= EXERCISE DATA =
*** Block opens ***
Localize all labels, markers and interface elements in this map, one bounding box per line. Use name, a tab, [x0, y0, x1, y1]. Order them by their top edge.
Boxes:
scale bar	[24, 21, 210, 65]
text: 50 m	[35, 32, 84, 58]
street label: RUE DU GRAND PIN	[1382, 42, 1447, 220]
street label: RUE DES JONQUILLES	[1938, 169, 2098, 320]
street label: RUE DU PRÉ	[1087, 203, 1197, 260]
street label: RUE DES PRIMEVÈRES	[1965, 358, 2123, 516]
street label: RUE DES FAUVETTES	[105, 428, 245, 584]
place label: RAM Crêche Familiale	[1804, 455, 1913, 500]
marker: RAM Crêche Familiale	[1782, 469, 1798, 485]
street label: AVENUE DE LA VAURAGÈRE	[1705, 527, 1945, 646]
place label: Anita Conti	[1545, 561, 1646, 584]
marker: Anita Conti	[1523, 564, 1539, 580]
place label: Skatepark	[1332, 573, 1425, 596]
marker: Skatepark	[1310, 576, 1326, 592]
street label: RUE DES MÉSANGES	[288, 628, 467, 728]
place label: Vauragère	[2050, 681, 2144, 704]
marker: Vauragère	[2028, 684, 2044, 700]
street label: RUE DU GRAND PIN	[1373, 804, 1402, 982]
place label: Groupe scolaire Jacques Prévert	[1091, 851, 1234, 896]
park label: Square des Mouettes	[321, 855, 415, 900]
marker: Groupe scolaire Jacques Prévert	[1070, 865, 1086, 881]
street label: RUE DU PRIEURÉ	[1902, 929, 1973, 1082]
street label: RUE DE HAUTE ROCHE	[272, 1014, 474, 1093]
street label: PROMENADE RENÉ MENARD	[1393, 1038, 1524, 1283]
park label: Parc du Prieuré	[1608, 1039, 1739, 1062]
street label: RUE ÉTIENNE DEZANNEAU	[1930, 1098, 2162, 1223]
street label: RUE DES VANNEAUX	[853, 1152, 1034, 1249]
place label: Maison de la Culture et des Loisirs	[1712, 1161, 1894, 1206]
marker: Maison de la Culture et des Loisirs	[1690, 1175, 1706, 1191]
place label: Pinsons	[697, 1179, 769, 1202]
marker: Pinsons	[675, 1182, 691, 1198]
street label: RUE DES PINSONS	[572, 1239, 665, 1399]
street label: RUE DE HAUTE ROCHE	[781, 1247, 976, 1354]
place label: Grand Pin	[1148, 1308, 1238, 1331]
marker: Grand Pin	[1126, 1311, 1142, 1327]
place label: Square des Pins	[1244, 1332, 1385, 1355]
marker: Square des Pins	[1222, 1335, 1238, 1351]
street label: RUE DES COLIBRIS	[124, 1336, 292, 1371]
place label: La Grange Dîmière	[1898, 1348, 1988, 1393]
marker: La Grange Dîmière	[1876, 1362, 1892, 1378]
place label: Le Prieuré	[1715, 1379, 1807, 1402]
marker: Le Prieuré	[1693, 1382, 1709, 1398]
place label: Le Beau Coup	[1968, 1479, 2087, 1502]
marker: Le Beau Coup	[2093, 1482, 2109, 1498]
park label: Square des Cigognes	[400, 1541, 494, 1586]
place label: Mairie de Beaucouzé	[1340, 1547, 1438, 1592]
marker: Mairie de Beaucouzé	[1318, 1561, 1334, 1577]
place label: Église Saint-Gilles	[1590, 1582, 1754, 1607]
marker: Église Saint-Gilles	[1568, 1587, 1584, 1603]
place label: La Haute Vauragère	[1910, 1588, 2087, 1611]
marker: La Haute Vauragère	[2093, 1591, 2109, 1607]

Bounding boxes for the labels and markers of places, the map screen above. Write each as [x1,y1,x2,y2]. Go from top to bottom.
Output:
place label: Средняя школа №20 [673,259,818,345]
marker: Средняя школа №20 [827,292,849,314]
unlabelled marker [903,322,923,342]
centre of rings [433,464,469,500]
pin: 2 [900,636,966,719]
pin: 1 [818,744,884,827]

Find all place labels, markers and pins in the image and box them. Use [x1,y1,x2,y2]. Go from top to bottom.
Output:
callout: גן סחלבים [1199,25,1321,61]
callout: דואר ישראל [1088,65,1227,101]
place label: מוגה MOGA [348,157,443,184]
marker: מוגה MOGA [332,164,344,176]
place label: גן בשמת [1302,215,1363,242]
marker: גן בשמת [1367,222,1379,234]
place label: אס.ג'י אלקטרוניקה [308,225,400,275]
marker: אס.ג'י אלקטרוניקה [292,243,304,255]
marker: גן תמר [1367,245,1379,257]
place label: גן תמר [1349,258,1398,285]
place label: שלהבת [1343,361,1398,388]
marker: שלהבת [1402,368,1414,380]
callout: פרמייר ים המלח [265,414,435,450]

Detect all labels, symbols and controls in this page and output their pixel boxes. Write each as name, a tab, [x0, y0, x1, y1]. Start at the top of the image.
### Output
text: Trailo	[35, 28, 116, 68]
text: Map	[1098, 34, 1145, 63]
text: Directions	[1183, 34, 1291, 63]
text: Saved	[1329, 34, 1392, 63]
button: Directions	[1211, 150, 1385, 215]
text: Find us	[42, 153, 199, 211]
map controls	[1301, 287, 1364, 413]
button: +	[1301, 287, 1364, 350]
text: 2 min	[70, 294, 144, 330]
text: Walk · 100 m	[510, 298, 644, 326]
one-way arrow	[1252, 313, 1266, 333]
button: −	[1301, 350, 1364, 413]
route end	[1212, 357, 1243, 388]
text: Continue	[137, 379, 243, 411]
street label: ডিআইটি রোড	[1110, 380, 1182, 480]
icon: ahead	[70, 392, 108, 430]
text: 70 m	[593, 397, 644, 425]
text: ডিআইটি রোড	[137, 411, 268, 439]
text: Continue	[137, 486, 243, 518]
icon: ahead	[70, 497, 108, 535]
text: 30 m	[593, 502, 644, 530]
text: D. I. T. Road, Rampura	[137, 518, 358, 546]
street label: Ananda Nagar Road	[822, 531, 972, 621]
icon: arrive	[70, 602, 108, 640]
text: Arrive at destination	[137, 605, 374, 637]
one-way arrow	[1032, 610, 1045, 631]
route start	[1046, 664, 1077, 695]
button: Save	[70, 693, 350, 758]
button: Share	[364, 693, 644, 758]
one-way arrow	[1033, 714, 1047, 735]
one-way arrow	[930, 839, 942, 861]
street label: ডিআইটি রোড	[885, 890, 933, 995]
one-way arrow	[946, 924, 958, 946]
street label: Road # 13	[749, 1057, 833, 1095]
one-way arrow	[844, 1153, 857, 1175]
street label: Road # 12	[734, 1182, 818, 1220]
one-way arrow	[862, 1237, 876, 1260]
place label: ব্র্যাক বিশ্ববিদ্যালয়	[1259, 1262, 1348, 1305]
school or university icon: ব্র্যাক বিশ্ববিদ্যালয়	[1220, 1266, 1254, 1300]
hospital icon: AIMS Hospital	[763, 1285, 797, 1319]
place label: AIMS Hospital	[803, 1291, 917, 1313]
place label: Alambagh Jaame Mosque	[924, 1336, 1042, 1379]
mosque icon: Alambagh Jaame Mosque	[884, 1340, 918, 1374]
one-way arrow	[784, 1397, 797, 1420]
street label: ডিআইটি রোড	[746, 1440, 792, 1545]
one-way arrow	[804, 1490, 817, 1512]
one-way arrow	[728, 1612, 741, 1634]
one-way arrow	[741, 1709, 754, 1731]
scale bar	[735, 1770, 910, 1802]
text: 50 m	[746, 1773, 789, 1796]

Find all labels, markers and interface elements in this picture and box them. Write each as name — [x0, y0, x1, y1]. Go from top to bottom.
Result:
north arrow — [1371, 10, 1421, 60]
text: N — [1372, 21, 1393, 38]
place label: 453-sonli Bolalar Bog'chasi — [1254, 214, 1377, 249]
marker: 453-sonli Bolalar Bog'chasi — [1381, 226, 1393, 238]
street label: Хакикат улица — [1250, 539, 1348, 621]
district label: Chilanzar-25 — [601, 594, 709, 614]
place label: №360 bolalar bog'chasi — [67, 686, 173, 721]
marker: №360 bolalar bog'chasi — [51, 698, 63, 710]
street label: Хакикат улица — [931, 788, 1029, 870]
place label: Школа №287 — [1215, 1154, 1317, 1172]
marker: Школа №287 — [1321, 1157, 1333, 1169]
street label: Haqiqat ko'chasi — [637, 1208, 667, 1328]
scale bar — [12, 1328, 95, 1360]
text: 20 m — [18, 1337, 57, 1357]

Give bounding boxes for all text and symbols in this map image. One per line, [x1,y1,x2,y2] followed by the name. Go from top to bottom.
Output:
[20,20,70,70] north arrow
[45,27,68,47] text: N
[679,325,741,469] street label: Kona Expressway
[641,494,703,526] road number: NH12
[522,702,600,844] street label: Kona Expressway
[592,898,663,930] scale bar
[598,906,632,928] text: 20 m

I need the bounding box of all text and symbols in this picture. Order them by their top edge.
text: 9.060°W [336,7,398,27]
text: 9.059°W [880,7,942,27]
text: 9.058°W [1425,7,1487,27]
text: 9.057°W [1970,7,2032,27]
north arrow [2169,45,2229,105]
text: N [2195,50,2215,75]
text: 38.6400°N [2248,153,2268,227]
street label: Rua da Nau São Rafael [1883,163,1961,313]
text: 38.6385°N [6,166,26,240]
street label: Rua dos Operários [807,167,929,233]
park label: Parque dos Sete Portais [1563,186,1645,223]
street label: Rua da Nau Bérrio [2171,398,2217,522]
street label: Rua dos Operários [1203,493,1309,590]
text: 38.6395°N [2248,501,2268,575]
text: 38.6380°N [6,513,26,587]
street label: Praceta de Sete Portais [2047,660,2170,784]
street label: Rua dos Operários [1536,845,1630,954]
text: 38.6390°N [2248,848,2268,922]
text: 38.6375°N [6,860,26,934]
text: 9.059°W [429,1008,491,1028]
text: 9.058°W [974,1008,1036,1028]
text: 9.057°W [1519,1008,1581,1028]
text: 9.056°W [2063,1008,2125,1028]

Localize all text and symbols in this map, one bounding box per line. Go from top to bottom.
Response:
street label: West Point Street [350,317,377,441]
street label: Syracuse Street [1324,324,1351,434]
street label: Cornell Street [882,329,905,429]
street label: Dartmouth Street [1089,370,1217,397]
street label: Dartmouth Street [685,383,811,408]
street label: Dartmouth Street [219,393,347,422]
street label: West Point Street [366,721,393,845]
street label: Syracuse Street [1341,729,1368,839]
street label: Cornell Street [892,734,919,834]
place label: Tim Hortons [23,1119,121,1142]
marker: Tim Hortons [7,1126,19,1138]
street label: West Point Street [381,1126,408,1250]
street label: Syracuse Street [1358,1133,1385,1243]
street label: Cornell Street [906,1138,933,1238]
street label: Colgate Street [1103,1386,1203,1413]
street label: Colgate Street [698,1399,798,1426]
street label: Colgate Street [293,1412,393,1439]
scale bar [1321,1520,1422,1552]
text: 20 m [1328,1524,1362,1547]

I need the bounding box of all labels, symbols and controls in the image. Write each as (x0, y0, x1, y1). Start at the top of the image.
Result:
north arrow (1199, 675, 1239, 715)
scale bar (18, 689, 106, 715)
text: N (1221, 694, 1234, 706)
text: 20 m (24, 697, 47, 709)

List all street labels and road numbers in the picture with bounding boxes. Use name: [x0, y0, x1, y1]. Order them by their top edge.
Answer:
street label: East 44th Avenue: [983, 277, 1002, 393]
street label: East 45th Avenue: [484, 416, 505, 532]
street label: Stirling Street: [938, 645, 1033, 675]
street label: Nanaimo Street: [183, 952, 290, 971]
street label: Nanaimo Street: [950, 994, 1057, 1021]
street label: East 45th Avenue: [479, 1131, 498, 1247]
*** Block closes ***
= WHAT NEEDS TO BE DONE =
Check the entries above for the word "Groupe" and copy every line where it turns up.

= SOLUTION TO THIS PROBLEM =
place label: Groupe scolaire Jacques Prévert	[1091, 851, 1234, 896]
marker: Groupe scolaire Jacques Prévert	[1070, 865, 1086, 881]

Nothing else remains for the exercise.